Though the authors point out (page 18-L11, page 21-L12, and page 23-L7) that the amount of intermediate fractional snow cover values is much lower, since they focus on peak winter months, the question arises then -- does their random forest regression snow cover retrieval approach, that was trained and tested for this study, adequately predict intermediate snow cover fraction values?
When looking at Fig. 6, which compares the reference (MODIS) with the random forest (RF) passive-microwave snow cover estimates for forest land type, the reader sees some of the intermediate snow cover fraction values captured across the RF-based estimates. However, when one looks at the Supplemental Figs. 4-6, for the other three land types (prairie, shrub and bare soil), most of all the values congregate either between 0.8 and 1.0 or near 0.2, for the RF estimated values, with only a few points near 0. With not knowing the distribution of land cover types, it is hard to know how many “intermediate” values are captured mainly due to vegetation canopy presence. For the other land cover types, intermediate values are not well captured, possibly reflecting mostly dry snow winter conditions, thus not making the approach tested a truly “fractional” snow cover product.
The authors stated in their introduction section that “there is an urgent need to acquire snow cover area within a sub-pixel to provide accurate snow cover information”, as a main motivation for performing this study. I feel the authors do try to capture the fractional nature of snow cover with their algorithm and passive microwave estimates. However, not many spatial map examples are provided to show how well the overall the passive microwave fractional snow cover estimates perform for the mid-winter months (Jan-Feb) against the MODIS-based fractional estimates to demonstrate this. It would be helpful if there was at least one other date provided and shown (e.g., besides Feb 27, 2017, in Fig 8) and perhaps a date that the MODIS product had less cloud coverage and more intermediate snow present.

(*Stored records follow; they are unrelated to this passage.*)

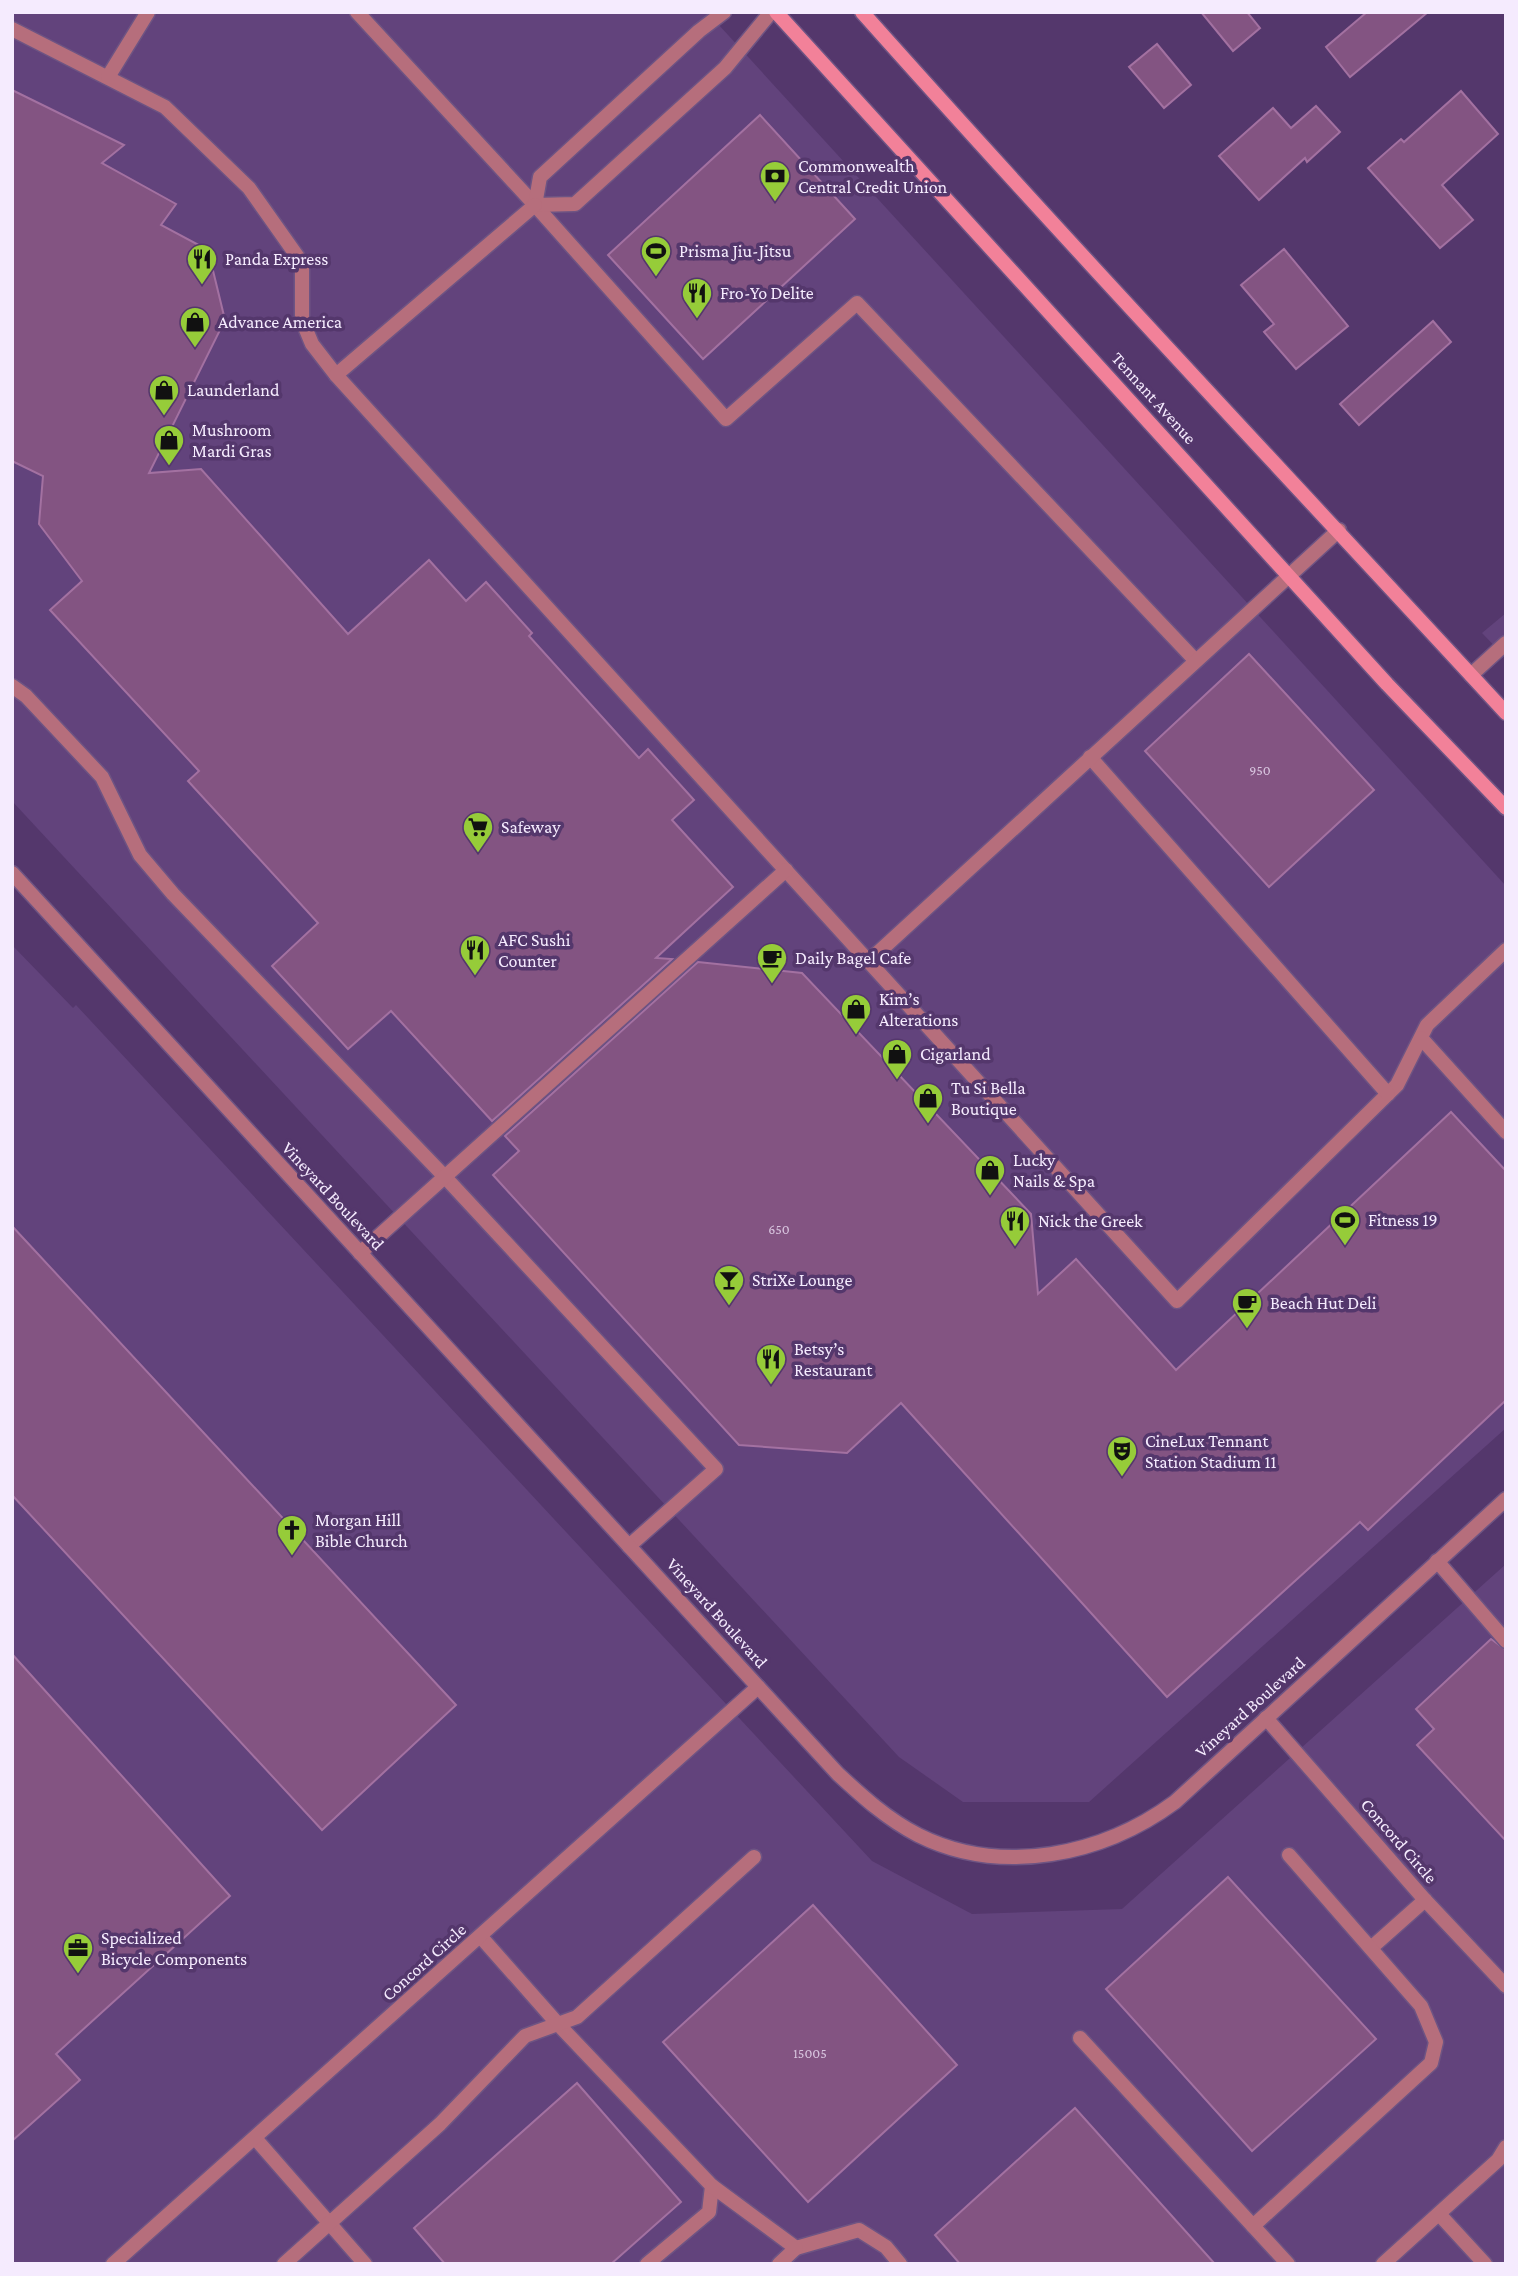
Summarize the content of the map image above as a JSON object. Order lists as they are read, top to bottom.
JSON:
{
  "streets": {
    "main road": ["Tennant Avenue"],
    "street": ["Vineyard Boulevard", "Concord Circle"]
  },
  "crossings": [
    ["Vineyard Boulevard", "Concord Circle"]
  ],
  "places": {
    "bank": ["Commonwealth Central Credit Union"],
    "sports": ["Prisma Jiu-Jitsu", "Fitness 19"],
    "restaurant": [
      "Panda Express",
      "Fro-Yo Delite",
      "AFC Sushi Counter",
      "Nick the Greek",
      "Betsy’s Restaurant"
    ],
    "shop": [
      "Advance America",
      "Launderland",
      "Mushroom Mardi Gras",
      "Kim’s Alterations",
      "Cigarland",
      "Tu Si Bella Boutique",
      "Lucky Nails & Spa"
    ],
    "supermarket": ["Safeway"],
    "cafe": ["Daily Bagel Cafe", "Beach Hut Deli"],
    "bar": ["StriXe Lounge"],
    "theatre": ["CineLux Tennant Station Stadium 11"],
    "church": ["Morgan Hill Bible Church"],
    "office": ["Specialized Bicycle Components"]
  },
  "house_numbers": ["950", "650", "15005"]
}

Thank you for addressing and explaining further the reason for the “binary” nature of the aggregated (15x15) MODIS snow cover gridcells compared (Figure 8B panel), due to the “rigorous” screening of only including snow or non-snow pixels within the 15x15 aggregate. Also, the side analysis (not included in the paper) is helpful to see if you were to relax that constraint by allowing a 5% amount of pixels to be factored in (that are cloud or inland water), and how that translated into more “intermediate” valued gridcells, ranging from 0.3 and 0.8. With the original rigorous screening process still applied in the paper, at least shown in Fig. 8, the MODIS snow cover reference acts more as a “binary” snow cover, which does not seem to reflect fractional snow cover here. By selecting such thresholds (e.g., <= 0.3 cutoff as no-snow) and rigorous constraints, this may eliminate many pixels that could be used in the training process, even though the design is to utilize the most accurate input data values to establish the regression parameters.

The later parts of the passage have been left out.